• Task description: Exactly as written, copy the lines that run from the start of the data below to the line containing "I am building", both ends included.

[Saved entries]

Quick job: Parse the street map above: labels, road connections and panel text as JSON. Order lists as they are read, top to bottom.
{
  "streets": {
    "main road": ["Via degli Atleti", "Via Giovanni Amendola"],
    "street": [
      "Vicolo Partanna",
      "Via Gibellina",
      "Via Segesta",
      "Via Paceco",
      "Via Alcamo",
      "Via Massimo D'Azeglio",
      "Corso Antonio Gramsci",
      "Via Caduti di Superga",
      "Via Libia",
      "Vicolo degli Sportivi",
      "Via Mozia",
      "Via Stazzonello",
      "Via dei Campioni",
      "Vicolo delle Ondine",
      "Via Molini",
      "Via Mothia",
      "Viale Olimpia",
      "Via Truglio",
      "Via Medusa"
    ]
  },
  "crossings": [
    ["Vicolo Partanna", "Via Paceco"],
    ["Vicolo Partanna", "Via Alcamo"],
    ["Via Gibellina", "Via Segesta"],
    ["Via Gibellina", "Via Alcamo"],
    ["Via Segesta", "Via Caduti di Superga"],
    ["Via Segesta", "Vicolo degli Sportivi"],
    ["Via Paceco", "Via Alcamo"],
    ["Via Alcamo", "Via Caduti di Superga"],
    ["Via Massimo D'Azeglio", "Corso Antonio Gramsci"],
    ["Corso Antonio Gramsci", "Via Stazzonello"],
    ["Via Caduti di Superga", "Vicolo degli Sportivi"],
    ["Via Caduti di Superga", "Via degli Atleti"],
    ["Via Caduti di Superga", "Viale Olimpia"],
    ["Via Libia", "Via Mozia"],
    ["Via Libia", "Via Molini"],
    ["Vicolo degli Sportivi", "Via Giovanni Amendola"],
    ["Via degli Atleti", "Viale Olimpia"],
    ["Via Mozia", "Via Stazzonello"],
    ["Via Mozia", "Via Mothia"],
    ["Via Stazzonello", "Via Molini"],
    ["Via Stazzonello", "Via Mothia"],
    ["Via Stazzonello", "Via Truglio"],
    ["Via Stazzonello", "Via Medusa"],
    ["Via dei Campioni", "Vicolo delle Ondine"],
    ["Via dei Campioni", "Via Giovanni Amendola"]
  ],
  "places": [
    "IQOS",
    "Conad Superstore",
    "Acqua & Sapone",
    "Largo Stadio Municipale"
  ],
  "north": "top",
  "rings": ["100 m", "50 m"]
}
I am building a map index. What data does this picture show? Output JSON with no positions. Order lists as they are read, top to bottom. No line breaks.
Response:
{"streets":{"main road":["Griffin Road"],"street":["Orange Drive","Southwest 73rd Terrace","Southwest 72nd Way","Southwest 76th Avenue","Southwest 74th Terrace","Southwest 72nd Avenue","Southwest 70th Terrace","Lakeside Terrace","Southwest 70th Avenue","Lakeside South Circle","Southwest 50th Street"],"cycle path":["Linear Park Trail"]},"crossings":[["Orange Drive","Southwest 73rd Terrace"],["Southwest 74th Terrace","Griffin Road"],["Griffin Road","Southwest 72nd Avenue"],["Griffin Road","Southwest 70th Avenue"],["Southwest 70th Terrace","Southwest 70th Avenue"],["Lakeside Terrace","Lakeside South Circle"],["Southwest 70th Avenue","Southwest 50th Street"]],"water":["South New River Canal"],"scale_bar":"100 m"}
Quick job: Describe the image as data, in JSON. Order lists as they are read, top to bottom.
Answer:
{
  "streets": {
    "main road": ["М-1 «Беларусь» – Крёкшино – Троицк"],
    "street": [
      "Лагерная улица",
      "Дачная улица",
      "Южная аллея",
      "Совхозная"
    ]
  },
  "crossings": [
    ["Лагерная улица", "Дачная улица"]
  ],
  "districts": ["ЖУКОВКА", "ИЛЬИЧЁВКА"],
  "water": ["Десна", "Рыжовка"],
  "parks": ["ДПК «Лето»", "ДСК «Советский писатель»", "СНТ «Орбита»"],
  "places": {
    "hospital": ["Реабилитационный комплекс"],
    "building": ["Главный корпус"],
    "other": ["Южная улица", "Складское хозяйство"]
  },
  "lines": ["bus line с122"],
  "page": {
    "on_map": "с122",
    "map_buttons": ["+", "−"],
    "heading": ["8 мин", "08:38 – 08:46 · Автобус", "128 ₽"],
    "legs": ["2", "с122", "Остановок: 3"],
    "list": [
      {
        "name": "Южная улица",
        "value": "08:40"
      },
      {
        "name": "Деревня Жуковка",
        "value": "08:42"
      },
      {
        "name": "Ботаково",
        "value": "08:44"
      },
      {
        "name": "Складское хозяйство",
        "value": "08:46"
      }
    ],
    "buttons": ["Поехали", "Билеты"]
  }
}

• Reply to the exercise:
Quick job: Parse the street map above: labels, road connections and panel text as JSON. Order lists as they are read, top to bottom.
{
  "streets": {
    "main road": ["Via degli Atleti", "Via Giovanni Amendola"],
    "street": [
      "Vicolo Partanna",
      "Via Gibellina",
      "Via Segesta",
      "Via Paceco",
      "Via Alcamo",
      "Via Massimo D'Azeglio",
      "Corso Antonio Gramsci",
      "Via Caduti di Superga",
      "Via Libia",
      "Vicolo degli Sportivi",
      "Via Mozia",
      "Via Stazzonello",
      "Via dei Campioni",
      "Vicolo delle Ondine",
      "Via Molini",
      "Via Mothia",
      "Viale Olimpia",
      "Via Truglio",
      "Via Medusa"
    ]
  },
  "crossings": [
    ["Vicolo Partanna", "Via Paceco"],
    ["Vicolo Partanna", "Via Alcamo"],
    ["Via Gibellina", "Via Segesta"],
    ["Via Gibellina", "Via Alcamo"],
    ["Via Segesta", "Via Caduti di Superga"],
    ["Via Segesta", "Vicolo degli Sportivi"],
    ["Via Paceco", "Via Alcamo"],
    ["Via Alcamo", "Via Caduti di Superga"],
    ["Via Massimo D'Azeglio", "Corso Antonio Gramsci"],
    ["Corso Antonio Gramsci", "Via Stazzonello"],
    ["Via Caduti di Superga", "Vicolo degli Sportivi"],
    ["Via Caduti di Superga", "Via degli Atleti"],
    ["Via Caduti di Superga", "Viale Olimpia"],
    ["Via Libia", "Via Mozia"],
    ["Via Libia", "Via Molini"],
    ["Vicolo degli Sportivi", "Via Giovanni Amendola"],
    ["Via degli Atleti", "Viale Olimpia"],
    ["Via Mozia", "Via Stazzonello"],
    ["Via Mozia", "Via Mothia"],
    ["Via Stazzonello", "Via Molini"],
    ["Via Stazzonello", "Via Mothia"],
    ["Via Stazzonello", "Via Truglio"],
    ["Via Stazzonello", "Via Medusa"],
    ["Via dei Campioni", "Vicolo delle Ondine"],
    ["Via dei Campioni", "Via Giovanni Amendola"]
  ],
  "places": [
    "IQOS",
    "Conad Superstore",
    "Acqua & Sapone",
    "Largo Stadio Municipale"
  ],
  "north": "top",
  "rings": ["100 m", "50 m"]
}
I am building a map index. What data does this picture show? Output JSON with no positions. Order lists as they are read, top to bottom. No line breaks.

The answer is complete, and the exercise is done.